An oroshiki and a tawashi (brush) are must have tools when grating wasabi. The goal with grating wasabi is to create as much cellular destruction as possible thereby potentiating the pungency, sweetness and characteristic earthy wasabi flavor. Traditional shark skin oroshiki are an excellent, natural surface with the perfect grating texture. The surface feels like sand paper, will last you 100's of grinds, and can be used with other vegetables such as carrots, daikon, ginger, nagaimo, and garlic.
Traditional shark skin graters will grind a paste with a 'chunkier' texture. I've found this suspends the degradation of the wasabi pungency and flavors creating a longer lasting cream. There are newer, more complex oroshigane that will grind a finer cream, but this is an excellent tool rooted in history and used by most chefs today.
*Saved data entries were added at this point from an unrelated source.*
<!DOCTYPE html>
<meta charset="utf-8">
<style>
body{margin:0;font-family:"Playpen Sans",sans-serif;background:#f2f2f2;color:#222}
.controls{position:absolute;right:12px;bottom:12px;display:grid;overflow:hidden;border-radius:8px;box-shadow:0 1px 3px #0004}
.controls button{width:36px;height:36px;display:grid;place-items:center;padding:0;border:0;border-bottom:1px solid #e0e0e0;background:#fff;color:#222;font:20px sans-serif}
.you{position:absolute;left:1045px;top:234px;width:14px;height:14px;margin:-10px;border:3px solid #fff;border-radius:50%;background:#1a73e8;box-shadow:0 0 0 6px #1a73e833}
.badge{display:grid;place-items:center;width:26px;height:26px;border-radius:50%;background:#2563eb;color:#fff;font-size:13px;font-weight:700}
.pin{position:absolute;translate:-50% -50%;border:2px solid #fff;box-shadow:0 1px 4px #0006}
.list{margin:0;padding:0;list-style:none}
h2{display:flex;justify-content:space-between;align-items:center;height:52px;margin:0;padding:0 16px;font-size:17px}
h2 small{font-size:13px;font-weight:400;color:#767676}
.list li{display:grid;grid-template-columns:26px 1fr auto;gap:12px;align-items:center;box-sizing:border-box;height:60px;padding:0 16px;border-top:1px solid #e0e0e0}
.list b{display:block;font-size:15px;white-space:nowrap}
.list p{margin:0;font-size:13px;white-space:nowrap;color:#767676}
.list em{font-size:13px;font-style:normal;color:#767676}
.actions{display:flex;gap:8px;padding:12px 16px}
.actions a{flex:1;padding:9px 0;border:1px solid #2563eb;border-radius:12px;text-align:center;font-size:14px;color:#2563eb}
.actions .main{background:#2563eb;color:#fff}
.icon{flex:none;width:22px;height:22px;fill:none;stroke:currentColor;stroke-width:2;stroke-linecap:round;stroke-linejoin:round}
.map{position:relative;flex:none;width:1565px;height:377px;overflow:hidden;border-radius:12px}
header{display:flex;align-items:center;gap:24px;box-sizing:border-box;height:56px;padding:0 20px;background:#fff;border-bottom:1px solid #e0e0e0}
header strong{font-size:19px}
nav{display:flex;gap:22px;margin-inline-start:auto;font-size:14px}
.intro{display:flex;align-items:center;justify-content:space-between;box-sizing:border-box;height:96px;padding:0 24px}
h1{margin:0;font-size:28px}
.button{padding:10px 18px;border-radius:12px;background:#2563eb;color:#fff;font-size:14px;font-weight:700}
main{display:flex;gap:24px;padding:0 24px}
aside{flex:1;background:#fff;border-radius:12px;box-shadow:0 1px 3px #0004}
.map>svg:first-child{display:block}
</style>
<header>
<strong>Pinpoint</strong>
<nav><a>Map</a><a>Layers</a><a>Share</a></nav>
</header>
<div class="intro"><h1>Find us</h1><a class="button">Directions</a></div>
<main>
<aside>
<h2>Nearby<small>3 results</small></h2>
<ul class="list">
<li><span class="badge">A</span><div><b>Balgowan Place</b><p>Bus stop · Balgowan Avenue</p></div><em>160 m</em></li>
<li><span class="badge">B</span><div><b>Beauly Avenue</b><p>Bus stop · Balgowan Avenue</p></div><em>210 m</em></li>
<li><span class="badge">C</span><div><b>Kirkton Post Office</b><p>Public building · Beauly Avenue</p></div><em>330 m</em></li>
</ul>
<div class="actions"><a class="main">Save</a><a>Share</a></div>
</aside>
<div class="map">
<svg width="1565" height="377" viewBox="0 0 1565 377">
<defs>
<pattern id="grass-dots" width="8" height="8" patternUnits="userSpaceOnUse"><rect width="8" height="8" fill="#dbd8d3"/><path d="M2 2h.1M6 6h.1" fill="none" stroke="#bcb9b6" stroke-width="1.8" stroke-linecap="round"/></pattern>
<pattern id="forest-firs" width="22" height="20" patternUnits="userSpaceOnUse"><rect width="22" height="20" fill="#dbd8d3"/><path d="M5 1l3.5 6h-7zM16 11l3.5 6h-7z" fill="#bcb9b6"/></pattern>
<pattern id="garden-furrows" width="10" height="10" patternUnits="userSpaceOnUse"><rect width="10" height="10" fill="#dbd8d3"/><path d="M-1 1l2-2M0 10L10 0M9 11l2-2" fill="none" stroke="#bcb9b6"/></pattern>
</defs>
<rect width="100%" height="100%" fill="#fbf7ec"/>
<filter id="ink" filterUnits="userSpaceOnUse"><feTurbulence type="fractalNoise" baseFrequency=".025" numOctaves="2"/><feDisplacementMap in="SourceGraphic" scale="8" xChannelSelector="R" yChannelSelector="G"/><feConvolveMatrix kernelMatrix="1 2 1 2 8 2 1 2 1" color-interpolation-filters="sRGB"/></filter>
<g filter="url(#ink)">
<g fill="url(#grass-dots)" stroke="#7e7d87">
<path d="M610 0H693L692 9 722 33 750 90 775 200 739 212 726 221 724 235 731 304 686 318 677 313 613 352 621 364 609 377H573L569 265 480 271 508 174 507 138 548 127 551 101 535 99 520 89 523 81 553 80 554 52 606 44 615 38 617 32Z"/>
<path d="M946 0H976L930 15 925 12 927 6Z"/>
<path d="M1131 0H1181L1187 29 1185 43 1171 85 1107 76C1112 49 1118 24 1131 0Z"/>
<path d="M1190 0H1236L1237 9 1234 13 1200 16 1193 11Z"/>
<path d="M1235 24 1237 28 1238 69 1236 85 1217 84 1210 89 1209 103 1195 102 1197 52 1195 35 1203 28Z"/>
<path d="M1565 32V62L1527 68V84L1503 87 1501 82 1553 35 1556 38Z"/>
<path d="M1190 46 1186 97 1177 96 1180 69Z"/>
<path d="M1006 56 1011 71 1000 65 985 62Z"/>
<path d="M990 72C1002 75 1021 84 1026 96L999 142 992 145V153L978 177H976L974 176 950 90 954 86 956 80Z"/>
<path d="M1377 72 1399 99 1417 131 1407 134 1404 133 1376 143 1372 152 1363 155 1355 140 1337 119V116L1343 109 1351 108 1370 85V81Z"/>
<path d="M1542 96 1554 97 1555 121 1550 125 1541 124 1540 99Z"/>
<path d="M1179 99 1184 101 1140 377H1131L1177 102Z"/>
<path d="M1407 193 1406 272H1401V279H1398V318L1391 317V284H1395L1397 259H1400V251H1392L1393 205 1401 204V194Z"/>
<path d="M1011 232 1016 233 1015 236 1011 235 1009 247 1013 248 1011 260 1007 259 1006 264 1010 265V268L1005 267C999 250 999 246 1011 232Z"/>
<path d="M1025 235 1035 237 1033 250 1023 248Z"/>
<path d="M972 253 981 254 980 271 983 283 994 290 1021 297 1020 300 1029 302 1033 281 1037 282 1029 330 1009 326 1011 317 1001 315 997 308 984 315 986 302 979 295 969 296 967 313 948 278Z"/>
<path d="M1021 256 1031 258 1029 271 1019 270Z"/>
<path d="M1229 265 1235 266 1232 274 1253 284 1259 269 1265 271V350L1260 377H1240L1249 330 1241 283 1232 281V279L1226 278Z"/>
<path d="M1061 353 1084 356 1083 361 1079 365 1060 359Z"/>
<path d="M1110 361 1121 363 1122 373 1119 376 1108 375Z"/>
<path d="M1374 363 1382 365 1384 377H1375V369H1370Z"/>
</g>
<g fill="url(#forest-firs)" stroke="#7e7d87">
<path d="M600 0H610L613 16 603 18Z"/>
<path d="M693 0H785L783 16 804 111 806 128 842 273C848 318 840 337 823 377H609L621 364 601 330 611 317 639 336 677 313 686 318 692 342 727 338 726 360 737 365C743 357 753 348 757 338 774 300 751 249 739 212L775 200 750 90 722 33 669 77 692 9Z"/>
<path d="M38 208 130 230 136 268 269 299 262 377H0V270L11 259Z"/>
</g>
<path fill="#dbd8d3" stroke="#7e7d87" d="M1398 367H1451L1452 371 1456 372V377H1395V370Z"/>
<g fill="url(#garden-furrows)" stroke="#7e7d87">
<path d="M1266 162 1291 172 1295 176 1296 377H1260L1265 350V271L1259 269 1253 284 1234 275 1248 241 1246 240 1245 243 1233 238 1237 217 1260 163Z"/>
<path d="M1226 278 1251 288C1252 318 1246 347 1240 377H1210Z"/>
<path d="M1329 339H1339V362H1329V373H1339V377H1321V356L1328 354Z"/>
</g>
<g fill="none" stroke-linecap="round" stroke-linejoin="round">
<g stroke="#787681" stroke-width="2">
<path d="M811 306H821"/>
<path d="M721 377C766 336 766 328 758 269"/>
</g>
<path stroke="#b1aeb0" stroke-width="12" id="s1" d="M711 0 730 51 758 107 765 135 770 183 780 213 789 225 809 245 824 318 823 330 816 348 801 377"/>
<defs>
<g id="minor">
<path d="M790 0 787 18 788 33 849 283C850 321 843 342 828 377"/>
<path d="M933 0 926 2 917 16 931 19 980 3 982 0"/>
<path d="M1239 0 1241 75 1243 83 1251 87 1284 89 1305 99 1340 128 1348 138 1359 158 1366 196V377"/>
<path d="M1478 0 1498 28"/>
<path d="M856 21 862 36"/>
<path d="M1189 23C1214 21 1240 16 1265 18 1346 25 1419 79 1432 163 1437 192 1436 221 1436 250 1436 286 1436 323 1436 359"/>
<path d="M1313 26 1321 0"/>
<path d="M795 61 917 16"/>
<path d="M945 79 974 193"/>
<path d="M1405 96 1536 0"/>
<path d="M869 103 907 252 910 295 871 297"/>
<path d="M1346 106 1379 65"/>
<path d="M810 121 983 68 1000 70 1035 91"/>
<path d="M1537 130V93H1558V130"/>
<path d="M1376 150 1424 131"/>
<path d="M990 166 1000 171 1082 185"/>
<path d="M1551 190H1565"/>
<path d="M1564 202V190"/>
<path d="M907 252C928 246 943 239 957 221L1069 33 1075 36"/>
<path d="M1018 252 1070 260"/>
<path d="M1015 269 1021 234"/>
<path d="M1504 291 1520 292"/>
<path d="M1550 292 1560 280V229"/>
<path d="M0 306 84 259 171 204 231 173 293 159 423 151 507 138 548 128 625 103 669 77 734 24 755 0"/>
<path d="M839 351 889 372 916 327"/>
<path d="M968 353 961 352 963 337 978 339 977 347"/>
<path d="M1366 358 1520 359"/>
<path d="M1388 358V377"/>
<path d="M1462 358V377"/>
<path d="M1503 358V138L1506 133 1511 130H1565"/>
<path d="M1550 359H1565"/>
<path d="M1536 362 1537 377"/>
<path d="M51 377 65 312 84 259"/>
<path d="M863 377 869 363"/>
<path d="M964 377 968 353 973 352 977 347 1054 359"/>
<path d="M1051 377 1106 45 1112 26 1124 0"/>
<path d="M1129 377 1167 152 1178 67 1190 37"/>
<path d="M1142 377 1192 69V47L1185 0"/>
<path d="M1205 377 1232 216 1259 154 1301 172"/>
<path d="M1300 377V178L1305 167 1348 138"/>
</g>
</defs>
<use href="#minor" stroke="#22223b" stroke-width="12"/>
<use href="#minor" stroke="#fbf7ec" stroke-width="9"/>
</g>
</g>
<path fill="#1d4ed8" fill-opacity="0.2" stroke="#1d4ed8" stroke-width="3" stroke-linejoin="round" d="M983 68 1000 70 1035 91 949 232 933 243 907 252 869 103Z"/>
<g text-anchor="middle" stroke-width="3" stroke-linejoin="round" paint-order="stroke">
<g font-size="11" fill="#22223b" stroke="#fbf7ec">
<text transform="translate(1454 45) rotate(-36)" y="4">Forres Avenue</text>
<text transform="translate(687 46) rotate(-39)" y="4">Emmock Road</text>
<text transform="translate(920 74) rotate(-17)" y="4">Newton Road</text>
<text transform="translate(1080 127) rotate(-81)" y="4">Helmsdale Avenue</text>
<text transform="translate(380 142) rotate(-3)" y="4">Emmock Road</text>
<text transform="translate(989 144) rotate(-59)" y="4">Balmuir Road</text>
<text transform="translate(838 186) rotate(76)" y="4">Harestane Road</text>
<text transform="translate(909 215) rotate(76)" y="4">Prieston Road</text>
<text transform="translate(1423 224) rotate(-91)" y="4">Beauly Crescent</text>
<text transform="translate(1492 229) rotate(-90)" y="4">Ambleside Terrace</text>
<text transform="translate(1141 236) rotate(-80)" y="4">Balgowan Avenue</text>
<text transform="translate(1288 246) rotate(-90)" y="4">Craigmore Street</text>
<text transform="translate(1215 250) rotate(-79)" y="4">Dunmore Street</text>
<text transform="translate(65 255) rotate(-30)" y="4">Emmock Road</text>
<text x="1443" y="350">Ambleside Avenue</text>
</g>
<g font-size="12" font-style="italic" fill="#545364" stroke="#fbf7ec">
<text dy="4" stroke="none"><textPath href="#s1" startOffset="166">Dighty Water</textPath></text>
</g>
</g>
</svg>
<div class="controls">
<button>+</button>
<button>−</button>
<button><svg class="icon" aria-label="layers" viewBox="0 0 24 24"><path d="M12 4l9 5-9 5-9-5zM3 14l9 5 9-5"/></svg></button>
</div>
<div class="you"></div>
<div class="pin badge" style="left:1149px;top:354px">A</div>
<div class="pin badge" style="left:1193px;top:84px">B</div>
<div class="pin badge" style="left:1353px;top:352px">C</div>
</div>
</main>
Chojiro is one of the most celebrated oroshiki producers in Japan. I personally visited their production facility and was impressed by their dedication and craftsmanship. They even let me make a little grater! The surface of this oroshiki is not shark. It's a type of manta ray species that is purchased as a by-product from South-East Asian fishing markets. The frictional bumps and bristles of this species, combined with hand made expertise create the perfect wasabi grating tool.